A major factor in your ability to get a mortgage loan is your credit score. Your credit score is significantly affected by the following:

1) The types of loans you currently have in place

2) How old these loans are

3) The amounts you owe on them; and

4) Your past payment history on these loans

Frankly, if you take control of your loans, you can raise your credit scores and reduce your expenses.

Let’s say, for instance, the you got a poor deal on a major loan (such as a car or home loan) or you got an OK loan but your credit rating has improved since then. You should seriously consider shopping around for better terms and rates and refinancing this loan.

This is not something you want to do too often since it results in inquiries on your credit report but if you have good reasons to refinance, it can actually help. Getting more reasonable monthly bills that you will be able to repay more easily can help prevent late payment or non-payment credit dings you might get from having higher bills and it will improve your debt service ratios on bigger loans, such as a home mortgage loan.

This is something you would want to do ahead of time, when preparing to apply for a mortgage loan since it can lower your scores in the short term, as you will end up with inquiries on your credit report looking for a new lender, closing old accounts and opening new accounts. But, in the long term, refinancing one or more of your existing loans can be a good way to increase your credit score.
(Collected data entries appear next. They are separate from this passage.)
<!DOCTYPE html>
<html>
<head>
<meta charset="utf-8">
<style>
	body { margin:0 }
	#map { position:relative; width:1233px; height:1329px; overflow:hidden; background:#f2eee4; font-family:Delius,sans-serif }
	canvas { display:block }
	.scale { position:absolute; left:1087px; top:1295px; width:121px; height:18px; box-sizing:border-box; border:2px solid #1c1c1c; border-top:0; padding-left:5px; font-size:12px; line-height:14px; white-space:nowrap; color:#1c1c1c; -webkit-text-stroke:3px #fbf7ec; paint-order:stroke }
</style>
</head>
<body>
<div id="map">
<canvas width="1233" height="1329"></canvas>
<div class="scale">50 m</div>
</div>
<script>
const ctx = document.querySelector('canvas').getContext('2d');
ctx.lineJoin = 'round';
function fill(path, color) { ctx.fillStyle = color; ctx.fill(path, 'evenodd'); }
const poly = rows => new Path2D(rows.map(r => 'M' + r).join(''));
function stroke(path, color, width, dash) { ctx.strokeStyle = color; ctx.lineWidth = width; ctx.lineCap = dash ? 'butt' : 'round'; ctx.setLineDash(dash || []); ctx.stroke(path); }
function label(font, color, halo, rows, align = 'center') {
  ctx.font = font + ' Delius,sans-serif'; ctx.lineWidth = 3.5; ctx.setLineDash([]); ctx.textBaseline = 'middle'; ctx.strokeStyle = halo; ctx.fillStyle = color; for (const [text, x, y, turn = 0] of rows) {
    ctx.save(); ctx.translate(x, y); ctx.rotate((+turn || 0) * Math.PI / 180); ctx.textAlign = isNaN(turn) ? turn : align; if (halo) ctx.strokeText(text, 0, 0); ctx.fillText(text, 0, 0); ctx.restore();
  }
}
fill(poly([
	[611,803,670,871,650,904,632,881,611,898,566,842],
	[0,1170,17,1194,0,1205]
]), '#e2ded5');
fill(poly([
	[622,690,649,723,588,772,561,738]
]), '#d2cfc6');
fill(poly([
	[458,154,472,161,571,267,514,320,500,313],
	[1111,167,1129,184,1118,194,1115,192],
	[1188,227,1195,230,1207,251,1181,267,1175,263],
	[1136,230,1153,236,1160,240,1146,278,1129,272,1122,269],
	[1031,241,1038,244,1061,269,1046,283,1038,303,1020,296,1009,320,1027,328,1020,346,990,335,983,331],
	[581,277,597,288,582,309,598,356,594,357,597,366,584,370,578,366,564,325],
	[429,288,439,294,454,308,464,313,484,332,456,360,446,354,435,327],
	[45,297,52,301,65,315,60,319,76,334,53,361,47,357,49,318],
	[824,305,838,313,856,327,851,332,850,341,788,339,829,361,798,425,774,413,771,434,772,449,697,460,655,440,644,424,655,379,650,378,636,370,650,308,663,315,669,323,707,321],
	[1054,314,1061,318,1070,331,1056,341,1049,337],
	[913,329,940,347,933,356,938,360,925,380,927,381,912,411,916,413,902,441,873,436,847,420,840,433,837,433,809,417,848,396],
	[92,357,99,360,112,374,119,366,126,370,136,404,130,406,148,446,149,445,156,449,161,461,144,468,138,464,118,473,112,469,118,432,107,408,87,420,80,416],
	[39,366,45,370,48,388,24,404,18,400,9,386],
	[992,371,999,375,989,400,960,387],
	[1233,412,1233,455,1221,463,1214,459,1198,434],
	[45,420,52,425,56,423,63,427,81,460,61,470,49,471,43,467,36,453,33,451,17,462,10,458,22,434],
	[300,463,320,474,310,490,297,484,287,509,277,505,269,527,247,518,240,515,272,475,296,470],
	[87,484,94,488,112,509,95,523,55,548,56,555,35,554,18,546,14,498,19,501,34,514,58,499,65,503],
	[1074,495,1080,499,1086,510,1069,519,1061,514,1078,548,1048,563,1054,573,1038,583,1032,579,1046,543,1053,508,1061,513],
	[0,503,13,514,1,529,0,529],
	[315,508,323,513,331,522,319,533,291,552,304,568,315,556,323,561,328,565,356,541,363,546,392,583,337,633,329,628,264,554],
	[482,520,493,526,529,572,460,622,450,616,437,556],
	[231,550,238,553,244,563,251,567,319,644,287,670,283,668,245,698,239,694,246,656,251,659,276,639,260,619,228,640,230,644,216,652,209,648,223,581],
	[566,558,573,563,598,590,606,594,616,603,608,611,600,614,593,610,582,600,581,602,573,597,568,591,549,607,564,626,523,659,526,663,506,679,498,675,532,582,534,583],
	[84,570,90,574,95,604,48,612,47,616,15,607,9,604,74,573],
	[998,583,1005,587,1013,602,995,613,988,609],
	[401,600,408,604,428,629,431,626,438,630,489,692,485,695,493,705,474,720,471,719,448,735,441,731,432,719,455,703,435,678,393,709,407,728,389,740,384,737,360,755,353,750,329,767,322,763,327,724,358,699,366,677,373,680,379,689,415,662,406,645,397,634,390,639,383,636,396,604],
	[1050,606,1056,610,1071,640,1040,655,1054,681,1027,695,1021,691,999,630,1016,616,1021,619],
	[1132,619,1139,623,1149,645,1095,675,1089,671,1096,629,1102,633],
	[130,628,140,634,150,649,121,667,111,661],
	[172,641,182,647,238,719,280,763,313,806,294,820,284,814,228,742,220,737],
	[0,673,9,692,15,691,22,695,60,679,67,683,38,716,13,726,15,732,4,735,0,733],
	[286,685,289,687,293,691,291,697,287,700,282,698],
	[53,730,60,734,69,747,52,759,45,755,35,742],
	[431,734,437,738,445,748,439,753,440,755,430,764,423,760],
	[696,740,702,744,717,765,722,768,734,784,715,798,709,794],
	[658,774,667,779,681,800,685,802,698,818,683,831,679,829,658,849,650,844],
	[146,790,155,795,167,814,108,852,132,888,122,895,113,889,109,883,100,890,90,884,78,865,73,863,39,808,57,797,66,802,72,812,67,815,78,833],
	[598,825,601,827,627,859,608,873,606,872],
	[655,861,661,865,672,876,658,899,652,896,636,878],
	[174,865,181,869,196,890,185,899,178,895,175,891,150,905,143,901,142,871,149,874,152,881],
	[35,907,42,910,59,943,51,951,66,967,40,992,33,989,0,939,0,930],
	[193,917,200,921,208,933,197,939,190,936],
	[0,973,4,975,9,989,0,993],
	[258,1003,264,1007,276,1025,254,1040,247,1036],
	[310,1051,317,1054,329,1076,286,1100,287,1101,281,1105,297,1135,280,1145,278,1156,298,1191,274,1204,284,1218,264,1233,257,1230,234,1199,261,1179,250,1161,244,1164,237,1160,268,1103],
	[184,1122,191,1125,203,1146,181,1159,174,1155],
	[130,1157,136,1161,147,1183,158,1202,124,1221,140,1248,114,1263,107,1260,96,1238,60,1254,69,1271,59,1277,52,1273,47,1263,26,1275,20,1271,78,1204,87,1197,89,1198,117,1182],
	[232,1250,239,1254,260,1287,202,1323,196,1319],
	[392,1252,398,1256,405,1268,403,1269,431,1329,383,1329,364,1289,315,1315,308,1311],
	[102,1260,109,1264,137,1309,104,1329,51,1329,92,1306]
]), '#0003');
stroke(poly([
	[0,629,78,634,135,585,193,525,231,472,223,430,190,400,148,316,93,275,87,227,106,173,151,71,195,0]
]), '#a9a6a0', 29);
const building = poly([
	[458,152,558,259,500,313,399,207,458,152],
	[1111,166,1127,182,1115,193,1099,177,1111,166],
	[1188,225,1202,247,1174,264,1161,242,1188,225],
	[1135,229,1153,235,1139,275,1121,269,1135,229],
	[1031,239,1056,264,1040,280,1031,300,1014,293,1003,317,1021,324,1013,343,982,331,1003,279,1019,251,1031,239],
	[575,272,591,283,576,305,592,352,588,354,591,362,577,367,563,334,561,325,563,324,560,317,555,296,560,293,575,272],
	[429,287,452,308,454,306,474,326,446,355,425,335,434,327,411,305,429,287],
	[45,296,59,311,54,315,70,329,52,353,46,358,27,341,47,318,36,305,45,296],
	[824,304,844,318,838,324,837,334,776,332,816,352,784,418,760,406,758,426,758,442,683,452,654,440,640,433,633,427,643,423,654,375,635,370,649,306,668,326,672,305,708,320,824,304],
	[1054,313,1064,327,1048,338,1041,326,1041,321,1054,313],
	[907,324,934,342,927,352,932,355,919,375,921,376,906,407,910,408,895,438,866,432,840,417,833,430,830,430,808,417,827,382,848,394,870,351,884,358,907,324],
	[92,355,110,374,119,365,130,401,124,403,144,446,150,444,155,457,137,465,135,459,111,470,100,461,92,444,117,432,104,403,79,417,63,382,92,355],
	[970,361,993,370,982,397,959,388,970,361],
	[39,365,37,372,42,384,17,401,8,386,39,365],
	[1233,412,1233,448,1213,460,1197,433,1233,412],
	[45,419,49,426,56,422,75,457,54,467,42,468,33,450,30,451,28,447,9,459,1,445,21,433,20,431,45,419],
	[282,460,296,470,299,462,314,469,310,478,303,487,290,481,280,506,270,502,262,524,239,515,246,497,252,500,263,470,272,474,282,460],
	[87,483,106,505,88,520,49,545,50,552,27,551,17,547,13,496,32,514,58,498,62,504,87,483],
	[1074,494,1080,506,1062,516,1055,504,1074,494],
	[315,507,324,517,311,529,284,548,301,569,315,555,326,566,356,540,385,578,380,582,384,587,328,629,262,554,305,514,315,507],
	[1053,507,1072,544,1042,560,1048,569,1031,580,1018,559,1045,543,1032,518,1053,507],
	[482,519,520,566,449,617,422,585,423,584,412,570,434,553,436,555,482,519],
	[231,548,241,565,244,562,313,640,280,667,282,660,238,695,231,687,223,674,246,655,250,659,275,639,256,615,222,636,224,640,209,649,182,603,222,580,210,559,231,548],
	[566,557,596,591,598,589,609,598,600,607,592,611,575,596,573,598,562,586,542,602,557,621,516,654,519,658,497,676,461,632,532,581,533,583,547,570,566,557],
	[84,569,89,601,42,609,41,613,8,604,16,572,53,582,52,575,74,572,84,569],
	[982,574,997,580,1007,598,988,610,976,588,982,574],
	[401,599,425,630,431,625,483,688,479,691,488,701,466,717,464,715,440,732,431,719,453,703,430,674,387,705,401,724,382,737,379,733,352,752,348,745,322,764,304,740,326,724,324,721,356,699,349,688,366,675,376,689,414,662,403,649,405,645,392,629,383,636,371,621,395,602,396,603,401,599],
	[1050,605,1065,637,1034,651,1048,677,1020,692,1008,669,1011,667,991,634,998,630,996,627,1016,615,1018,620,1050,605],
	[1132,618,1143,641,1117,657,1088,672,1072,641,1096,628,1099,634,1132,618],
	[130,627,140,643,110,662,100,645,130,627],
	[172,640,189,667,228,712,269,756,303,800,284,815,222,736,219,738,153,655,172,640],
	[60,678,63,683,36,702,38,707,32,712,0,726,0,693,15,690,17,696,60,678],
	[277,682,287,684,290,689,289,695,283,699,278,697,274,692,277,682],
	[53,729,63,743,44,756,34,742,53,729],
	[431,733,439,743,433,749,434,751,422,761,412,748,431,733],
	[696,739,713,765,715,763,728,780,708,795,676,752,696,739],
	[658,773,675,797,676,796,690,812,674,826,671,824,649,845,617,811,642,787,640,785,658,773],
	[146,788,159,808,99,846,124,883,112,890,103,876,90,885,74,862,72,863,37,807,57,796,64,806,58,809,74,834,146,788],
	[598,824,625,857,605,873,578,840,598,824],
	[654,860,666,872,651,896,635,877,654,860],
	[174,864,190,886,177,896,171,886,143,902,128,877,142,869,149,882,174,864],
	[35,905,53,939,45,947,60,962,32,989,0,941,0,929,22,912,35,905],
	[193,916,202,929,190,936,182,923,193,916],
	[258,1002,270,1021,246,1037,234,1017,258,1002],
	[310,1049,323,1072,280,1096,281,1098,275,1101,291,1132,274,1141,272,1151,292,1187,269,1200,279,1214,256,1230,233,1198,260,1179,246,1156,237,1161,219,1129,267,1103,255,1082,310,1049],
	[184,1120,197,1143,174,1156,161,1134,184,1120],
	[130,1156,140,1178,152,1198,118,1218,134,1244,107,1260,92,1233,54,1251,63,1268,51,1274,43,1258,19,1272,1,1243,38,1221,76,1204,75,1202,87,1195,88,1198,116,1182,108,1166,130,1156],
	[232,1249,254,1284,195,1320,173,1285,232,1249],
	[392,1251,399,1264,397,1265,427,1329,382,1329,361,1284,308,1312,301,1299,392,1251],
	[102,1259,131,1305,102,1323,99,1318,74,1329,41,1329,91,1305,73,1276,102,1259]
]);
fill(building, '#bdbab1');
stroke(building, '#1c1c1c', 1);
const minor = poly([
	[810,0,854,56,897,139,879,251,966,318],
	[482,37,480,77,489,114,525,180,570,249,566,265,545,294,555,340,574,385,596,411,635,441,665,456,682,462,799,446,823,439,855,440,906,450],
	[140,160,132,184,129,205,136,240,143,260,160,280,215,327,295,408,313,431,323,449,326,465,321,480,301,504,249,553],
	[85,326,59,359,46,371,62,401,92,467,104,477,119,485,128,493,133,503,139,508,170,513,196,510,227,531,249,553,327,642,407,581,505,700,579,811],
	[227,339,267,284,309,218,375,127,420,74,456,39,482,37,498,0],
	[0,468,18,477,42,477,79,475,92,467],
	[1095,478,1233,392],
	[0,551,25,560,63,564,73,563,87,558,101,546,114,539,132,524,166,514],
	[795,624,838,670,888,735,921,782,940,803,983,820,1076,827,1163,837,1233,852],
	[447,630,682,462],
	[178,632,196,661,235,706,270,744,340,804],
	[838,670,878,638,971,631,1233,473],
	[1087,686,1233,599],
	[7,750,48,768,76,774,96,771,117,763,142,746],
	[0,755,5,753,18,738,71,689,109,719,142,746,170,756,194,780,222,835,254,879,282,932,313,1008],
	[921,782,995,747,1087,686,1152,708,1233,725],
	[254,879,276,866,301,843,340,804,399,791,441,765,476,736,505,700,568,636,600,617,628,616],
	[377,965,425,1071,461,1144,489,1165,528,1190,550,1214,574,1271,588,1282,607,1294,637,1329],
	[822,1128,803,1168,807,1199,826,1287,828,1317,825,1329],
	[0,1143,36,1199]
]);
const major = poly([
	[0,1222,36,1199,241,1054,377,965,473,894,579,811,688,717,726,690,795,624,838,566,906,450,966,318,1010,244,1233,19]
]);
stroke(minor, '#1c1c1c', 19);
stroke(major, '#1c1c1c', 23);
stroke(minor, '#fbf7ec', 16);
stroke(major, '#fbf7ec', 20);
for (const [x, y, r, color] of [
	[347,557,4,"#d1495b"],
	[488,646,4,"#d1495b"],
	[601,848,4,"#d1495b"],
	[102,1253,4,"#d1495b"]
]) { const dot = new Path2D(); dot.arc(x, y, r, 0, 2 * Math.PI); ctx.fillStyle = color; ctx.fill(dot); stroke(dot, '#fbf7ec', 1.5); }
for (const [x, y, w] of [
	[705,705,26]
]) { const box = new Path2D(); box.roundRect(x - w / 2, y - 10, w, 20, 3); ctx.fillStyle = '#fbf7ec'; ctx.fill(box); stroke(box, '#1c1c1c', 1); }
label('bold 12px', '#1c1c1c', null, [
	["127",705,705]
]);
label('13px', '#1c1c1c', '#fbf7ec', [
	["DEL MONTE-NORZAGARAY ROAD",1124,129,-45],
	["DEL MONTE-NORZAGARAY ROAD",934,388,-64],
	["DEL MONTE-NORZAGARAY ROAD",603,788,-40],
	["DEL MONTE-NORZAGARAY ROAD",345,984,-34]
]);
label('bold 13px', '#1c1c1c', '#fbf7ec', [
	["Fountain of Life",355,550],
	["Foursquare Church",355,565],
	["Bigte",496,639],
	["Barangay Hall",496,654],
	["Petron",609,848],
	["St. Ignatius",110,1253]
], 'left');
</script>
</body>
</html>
If your credit is damaged, look for loans that are offered for bad credit risks

If your credit scores are low but you need a loan, shop around for services that cater to people with low scores. These organizations know that most borrowers with low credit scores will still make their payments on time, so they are willing to speak with potential borrowers that other companies might reject out of hand. In the beginning you may have to deal with higher interest rates, but choosing a bad credit lender can get you started on a course for improving your scores and if you are organized and disciplined you can refinance your loan, once your scores have improved, to take advantage of better rates.

Know your credit score before speaking to lenders

Many people think that having a good credit score is all they need to worry about when applying for a loan. Unfortunately, this is not always the case. Loan officers normally get paid more if they can get you to accept a higher rate. Some unscrupulous lenders will try to tell you that your credit score is lower than it really is and that you can’t qualify for the best rate. Don’t let them get away with this.

Find out your credit scores before shopping for a major loan. That way, if you are quoted a rate that you think is high or unfair you can show the lender your printed copy of your credit score and tell them that your credit score of 720 (or whatever the score actually is) should qualify your for a better rate.

If they try to tell you that lenders get more accurate credit scores or that your credit score has changed, walk away. There are plenty of honest, reputable lenders out there, so there is not point in working with a lender who will lie to you to make a profit.